In January, Trump said that Omar had profited from the social services fraud scandal. A viral social media video by conservative YouTuber Nick Shirley, which was amplified by US Vice President JD Vance, Elon Musk and former Attorney General Pam Bondi, alleged that nearly a dozen daycare centres in Minnesota receiving public funds are not actually providing any service.
Consequently, the Department of Homeland Security kick-started investigations into the claims. Among the dozens of people arrested subsequently, a majority of them were Somali Americans, owing to Minnesota having the United States’ largest Somali population.

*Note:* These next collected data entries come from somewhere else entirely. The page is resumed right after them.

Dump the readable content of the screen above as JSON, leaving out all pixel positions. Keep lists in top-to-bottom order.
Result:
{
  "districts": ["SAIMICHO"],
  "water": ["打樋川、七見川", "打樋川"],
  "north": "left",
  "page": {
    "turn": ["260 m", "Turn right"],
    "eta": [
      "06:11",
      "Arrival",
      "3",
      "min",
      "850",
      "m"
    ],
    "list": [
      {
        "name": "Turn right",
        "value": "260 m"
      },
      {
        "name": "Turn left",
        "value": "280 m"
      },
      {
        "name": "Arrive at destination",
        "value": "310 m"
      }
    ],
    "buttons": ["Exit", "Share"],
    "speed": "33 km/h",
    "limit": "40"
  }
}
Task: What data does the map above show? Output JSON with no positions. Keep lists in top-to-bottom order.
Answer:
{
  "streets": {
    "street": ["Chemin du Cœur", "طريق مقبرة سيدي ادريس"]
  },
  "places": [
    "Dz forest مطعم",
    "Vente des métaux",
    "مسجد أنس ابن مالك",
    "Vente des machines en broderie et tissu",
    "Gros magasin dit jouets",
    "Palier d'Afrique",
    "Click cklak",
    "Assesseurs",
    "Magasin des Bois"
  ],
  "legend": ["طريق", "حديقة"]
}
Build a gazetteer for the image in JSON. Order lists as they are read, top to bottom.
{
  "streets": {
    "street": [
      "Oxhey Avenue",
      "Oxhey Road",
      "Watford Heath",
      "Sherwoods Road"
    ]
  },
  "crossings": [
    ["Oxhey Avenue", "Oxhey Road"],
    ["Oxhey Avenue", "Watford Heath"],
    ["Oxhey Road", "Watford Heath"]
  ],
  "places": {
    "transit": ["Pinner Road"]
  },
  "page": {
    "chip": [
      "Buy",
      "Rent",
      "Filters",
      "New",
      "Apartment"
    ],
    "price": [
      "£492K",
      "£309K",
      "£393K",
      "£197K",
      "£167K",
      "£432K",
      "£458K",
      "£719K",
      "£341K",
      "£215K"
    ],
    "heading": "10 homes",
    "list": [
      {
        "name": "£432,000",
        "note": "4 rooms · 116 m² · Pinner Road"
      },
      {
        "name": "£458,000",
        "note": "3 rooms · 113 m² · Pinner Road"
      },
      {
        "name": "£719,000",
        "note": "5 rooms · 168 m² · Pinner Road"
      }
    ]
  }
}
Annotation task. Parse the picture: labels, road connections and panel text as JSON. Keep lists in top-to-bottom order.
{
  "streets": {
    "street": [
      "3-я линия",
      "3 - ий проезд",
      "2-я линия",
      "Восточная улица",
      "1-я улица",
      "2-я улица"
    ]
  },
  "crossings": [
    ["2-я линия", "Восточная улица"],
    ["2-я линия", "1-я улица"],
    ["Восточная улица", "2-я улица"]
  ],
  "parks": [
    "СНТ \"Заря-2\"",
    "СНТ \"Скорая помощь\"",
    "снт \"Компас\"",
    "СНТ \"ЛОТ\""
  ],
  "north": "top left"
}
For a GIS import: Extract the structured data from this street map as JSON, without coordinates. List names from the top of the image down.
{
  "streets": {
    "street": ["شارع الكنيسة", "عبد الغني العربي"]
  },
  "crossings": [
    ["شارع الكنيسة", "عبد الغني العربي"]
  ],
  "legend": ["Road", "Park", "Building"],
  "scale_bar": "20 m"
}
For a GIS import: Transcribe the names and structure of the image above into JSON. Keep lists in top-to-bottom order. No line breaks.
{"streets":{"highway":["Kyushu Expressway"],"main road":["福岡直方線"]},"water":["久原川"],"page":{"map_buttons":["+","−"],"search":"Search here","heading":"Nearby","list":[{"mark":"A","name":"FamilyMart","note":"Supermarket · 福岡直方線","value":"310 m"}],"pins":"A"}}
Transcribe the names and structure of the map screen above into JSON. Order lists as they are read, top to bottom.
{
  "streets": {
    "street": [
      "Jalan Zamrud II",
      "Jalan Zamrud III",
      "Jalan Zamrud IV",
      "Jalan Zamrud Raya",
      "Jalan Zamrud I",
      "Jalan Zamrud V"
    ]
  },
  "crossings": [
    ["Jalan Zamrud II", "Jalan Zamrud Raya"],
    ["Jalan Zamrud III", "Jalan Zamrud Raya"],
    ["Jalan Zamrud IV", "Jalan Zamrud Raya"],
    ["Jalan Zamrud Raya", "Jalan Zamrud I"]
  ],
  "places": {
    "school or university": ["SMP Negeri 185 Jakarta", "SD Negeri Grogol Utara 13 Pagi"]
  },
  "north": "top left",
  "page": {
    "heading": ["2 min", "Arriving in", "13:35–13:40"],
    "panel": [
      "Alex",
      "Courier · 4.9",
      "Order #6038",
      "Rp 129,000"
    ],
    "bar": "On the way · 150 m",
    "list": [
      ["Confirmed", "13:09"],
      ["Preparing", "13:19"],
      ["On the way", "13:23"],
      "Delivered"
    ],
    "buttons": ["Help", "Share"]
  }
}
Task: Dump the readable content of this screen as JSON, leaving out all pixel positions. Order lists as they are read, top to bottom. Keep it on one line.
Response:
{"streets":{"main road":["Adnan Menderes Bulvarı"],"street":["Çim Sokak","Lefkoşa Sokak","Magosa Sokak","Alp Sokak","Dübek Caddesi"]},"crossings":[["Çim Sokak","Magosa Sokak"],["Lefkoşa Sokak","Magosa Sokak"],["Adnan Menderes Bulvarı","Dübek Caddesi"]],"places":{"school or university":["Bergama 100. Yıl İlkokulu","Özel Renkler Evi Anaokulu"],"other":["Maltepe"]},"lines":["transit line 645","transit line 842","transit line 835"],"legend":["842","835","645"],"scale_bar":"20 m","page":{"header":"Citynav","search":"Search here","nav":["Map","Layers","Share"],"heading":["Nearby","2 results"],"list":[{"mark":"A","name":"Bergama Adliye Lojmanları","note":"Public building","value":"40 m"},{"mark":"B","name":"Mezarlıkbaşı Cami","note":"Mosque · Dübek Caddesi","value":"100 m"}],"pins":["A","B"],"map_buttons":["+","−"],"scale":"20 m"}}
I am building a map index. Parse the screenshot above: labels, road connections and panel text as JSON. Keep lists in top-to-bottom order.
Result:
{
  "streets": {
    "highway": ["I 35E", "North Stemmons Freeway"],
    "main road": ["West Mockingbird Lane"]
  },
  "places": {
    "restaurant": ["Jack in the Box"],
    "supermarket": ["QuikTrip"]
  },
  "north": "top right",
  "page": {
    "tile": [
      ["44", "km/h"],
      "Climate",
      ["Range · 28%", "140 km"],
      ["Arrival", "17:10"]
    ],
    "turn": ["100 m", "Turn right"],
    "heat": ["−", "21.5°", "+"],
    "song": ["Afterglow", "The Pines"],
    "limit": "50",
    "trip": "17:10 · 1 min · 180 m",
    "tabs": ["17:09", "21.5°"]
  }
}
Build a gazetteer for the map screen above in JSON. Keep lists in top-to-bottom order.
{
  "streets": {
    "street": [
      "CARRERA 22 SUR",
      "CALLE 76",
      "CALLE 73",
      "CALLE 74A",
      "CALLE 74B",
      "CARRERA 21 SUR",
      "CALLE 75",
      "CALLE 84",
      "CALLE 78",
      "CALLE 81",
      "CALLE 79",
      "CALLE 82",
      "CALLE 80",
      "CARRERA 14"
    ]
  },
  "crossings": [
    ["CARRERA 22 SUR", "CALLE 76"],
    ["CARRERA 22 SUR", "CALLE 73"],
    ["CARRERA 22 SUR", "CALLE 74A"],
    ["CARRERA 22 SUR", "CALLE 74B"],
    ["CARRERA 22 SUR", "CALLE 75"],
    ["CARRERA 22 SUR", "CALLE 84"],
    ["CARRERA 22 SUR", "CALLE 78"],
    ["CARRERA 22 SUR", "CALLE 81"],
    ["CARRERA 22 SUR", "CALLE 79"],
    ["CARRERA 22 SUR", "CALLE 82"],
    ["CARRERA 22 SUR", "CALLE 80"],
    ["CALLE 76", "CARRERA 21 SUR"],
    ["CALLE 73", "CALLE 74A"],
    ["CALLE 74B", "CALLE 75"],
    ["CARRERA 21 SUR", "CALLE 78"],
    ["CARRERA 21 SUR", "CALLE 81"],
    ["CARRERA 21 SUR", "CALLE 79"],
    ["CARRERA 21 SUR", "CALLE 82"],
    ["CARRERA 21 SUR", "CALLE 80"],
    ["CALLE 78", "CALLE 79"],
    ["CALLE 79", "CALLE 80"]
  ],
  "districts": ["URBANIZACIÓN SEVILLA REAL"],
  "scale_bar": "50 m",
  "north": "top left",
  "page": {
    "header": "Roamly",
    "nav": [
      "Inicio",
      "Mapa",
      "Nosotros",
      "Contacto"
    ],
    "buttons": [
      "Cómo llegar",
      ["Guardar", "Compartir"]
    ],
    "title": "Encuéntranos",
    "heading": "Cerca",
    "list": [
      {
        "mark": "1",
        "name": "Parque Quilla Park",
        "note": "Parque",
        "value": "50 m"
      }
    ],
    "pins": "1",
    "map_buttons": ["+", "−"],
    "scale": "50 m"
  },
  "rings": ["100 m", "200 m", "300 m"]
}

Trump eventually lashed out and branded the state a “hub of fraudulent money laundering activity.” He eventually also ended protected status against deportation for Somalis in Minnesota. On top of that, ICE also launched Operation Metro Surge in Minnesota’s Twin Cities (the Minneapolis–Saint Paul area).
Then, in January, the POTUS escalated his long-standing feuds with Democratic leaders, including Omar, over the massive welfare and daycare fraud scandal. “The Theft and Fraud in Minnesota is far greater than the 19 Billion Dollars originally projected,” he wrote in a Truth Social post at the time. “The Biden Administration knew this FRAUD was happening, and did absolutely nothing about it.”
Singling out Omar (and Tim Walz), he added, “‘Scammer’ Ilhan Omar and her absolutely terrible friends from Somalia should all be in jail right now or, far worse, send them back to Somalia. Governor Waltz [sic] is either the most CORRUPT government official in history, or the most INCOMPETENT. Even a very low IQ person, of which there are many, should have known what was going on in Minnesota!!!”
Omar, on her part, has repeatedly slammed Trump for what she calls “hateful rhetoric” and blamed him for the rising death threats against her. Responding to his seemingly endless verbal attacks, she has described the Republican leader as a “racist,” “Islamophobic,” “xenophobic,” and “bigot.”